→ **Task to complete**
An exact copy of every entry is needed, with no images.
── Information supplied ──
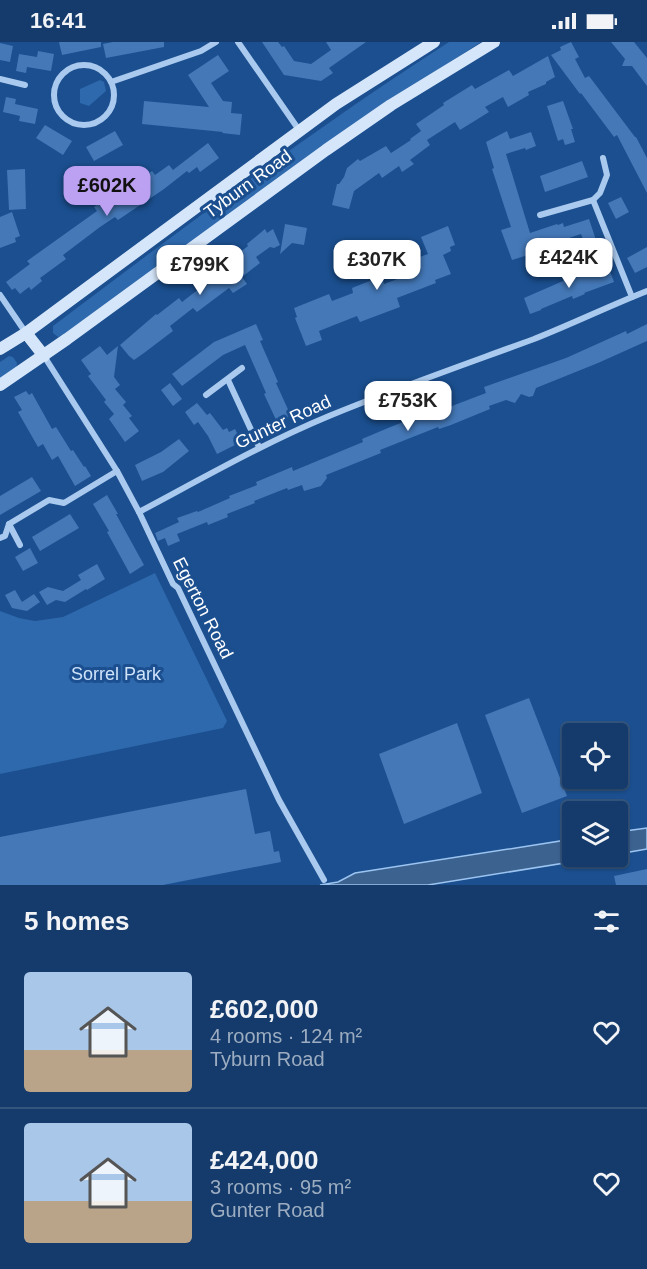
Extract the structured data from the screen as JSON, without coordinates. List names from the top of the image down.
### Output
{
  "streets": {
    "main road": ["Tyburn Road"],
    "street": ["Gunter Road", "Egerton Road"]
  },
  "crossings": [
    ["Tyburn Road", "Egerton Road"],
    ["Gunter Road", "Egerton Road"]
  ],
  "parks": ["Sorrel Park"],
  "page": {
    "status": "16:41",
    "price": [
      "£602K",
      "£424K",
      "£307K",
      "£799K",
      "£753K"
    ],
    "heading": "5 homes",
    "list": [
      {
        "name": "£602,000",
        "note": "4 rooms · 124 m² · Tyburn Road"
      },
      {
        "name": "£424,000",
        "note": "3 rooms · 95 m² · Gunter Road"
      }
    ]
  }
}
───
→ **Result of this exercise**
Extract the structured data from the screen as JSON, without coordinates. List names from the top of the image down.
### Output
{
  "streets": {
    "main road": ["Tyburn Road"],
    "street": ["Gunter Road", "Egerton Road"]
  },
  "crossings": [
    ["Tyburn Road", "Egerton Road"],
    ["Gunter Road", "Egerton Road"]
  ],
  "parks": ["Sorrel Park"],
  "page": {
    "status": "16:41",
    "price": [
      "£602K",
      "£424K",
      "£307K",
      "£799K",
      "£753K"
    ],
    "heading": "5 homes",
    "list": [
      {
        "name": "£602,000",
        "note": "4 rooms · 124 m² · Tyburn Road"
      },
      {
        "name": "£424,000",
        "note": "3 rooms · 95 m² · Gunter Road"
      }
    ]
  }
}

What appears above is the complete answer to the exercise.